INFORMATION SUPPLIED:
:::::

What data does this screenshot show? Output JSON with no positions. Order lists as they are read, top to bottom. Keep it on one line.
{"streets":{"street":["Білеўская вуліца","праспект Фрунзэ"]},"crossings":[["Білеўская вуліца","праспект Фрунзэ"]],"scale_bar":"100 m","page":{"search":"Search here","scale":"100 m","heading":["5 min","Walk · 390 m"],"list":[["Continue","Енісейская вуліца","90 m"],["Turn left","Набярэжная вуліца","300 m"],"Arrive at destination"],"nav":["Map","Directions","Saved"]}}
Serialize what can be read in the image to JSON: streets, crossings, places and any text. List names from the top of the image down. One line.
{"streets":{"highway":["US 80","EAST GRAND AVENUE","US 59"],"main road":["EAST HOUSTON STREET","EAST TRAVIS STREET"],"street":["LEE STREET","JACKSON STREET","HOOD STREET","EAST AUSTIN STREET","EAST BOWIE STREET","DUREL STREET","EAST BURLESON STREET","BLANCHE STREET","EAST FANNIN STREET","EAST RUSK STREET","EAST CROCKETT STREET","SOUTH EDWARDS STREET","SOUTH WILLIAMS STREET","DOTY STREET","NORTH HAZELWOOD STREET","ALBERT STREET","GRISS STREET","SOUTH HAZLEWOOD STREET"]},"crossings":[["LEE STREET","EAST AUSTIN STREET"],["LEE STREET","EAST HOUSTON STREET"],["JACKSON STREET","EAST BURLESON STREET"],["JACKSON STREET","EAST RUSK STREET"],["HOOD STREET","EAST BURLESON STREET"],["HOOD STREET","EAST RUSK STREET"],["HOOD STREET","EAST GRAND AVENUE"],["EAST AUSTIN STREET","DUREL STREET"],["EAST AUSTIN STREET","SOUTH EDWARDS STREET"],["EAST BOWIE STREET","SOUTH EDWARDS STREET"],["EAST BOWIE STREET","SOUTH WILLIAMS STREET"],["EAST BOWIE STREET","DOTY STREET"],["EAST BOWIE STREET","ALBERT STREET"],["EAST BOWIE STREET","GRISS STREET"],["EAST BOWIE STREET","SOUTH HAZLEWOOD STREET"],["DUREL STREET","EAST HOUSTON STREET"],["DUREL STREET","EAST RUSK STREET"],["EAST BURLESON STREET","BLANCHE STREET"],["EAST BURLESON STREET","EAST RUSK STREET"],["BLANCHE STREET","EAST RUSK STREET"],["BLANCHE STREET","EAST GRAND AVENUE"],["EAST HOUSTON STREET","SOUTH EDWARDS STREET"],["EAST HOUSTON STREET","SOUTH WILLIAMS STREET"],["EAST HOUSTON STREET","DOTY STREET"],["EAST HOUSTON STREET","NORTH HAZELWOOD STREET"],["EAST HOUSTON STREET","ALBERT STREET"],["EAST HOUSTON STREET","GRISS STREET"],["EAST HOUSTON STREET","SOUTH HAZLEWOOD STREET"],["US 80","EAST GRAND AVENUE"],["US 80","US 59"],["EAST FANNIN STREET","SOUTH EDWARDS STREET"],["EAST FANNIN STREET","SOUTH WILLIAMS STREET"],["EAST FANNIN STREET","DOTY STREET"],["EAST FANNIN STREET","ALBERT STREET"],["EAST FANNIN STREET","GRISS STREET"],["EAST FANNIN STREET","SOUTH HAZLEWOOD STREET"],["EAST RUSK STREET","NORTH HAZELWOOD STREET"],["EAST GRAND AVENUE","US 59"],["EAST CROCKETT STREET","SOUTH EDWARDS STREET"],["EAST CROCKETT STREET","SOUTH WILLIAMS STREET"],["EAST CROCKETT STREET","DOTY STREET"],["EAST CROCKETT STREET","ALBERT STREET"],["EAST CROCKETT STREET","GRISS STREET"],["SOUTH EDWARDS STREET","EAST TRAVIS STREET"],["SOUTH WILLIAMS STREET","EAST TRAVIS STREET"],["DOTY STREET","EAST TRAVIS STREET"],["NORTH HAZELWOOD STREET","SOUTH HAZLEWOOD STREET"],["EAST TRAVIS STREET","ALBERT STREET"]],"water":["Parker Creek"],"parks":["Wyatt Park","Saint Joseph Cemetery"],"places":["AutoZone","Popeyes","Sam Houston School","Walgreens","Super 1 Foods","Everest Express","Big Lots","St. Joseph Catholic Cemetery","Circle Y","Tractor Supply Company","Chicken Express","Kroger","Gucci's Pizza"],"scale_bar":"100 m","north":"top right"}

:::::

WHAT NEEDS TO BE DONE:
Repeat the data above. Change nothing.

WRITTEN ANSWER:
What data does this screenshot show? Output JSON with no positions. Order lists as they are read, top to bottom. Keep it on one line.
{"streets":{"street":["Білеўская вуліца","праспект Фрунзэ"]},"crossings":[["Білеўская вуліца","праспект Фрунзэ"]],"scale_bar":"100 m","page":{"search":"Search here","scale":"100 m","heading":["5 min","Walk · 390 m"],"list":[["Continue","Енісейская вуліца","90 m"],["Turn left","Набярэжная вуліца","300 m"],"Arrive at destination"],"nav":["Map","Directions","Saved"]}}
Serialize what can be read in the image to JSON: streets, crossings, places and any text. List names from the top of the image down. One line.
{"streets":{"highway":["US 80","EAST GRAND AVENUE","US 59"],"main road":["EAST HOUSTON STREET","EAST TRAVIS STREET"],"street":["LEE STREET","JACKSON STREET","HOOD STREET","EAST AUSTIN STREET","EAST BOWIE STREET","DUREL STREET","EAST BURLESON STREET","BLANCHE STREET","EAST FANNIN STREET","EAST RUSK STREET","EAST CROCKETT STREET","SOUTH EDWARDS STREET","SOUTH WILLIAMS STREET","DOTY STREET","NORTH HAZELWOOD STREET","ALBERT STREET","GRISS STREET","SOUTH HAZLEWOOD STREET"]},"crossings":[["LEE STREET","EAST AUSTIN STREET"],["LEE STREET","EAST HOUSTON STREET"],["JACKSON STREET","EAST BURLESON STREET"],["JACKSON STREET","EAST RUSK STREET"],["HOOD STREET","EAST BURLESON STREET"],["HOOD STREET","EAST RUSK STREET"],["HOOD STREET","EAST GRAND AVENUE"],["EAST AUSTIN STREET","DUREL STREET"],["EAST AUSTIN STREET","SOUTH EDWARDS STREET"],["EAST BOWIE STREET","SOUTH EDWARDS STREET"],["EAST BOWIE STREET","SOUTH WILLIAMS STREET"],["EAST BOWIE STREET","DOTY STREET"],["EAST BOWIE STREET","ALBERT STREET"],["EAST BOWIE STREET","GRISS STREET"],["EAST BOWIE STREET","SOUTH HAZLEWOOD STREET"],["DUREL STREET","EAST HOUSTON STREET"],["DUREL STREET","EAST RUSK STREET"],["EAST BURLESON STREET","BLANCHE STREET"],["EAST BURLESON STREET","EAST RUSK STREET"],["BLANCHE STREET","EAST RUSK STREET"],["BLANCHE STREET","EAST GRAND AVENUE"],["EAST HOUSTON STREET","SOUTH EDWARDS STREET"],["EAST HOUSTON STREET","SOUTH WILLIAMS STREET"],["EAST HOUSTON STREET","DOTY STREET"],["EAST HOUSTON STREET","NORTH HAZELWOOD STREET"],["EAST HOUSTON STREET","ALBERT STREET"],["EAST HOUSTON STREET","GRISS STREET"],["EAST HOUSTON STREET","SOUTH HAZLEWOOD STREET"],["US 80","EAST GRAND AVENUE"],["US 80","US 59"],["EAST FANNIN STREET","SOUTH EDWARDS STREET"],["EAST FANNIN STREET","SOUTH WILLIAMS STREET"],["EAST FANNIN STREET","DOTY STREET"],["EAST FANNIN STREET","ALBERT STREET"],["EAST FANNIN STREET","GRISS STREET"],["EAST FANNIN STREET","SOUTH HAZLEWOOD STREET"],["EAST RUSK STREET","NORTH HAZELWOOD STREET"],["EAST GRAND AVENUE","US 59"],["EAST CROCKETT STREET","SOUTH EDWARDS STREET"],["EAST CROCKETT STREET","SOUTH WILLIAMS STREET"],["EAST CROCKETT STREET","DOTY STREET"],["EAST CROCKETT STREET","ALBERT STREET"],["EAST CROCKETT STREET","GRISS STREET"],["SOUTH EDWARDS STREET","EAST TRAVIS STREET"],["SOUTH WILLIAMS STREET","EAST TRAVIS STREET"],["DOTY STREET","EAST TRAVIS STREET"],["NORTH HAZELWOOD STREET","SOUTH HAZLEWOOD STREET"],["EAST TRAVIS STREET","ALBERT STREET"]],"water":["Parker Creek"],"parks":["Wyatt Park","Saint Joseph Cemetery"],"places":["AutoZone","Popeyes","Sam Houston School","Walgreens","Super 1 Foods","Everest Express","Big Lots","St. Joseph Catholic Cemetery","Circle Y","Tractor Supply Company","Chicken Express","Kroger","Gucci's Pizza"],"scale_bar":"100 m","north":"top right"}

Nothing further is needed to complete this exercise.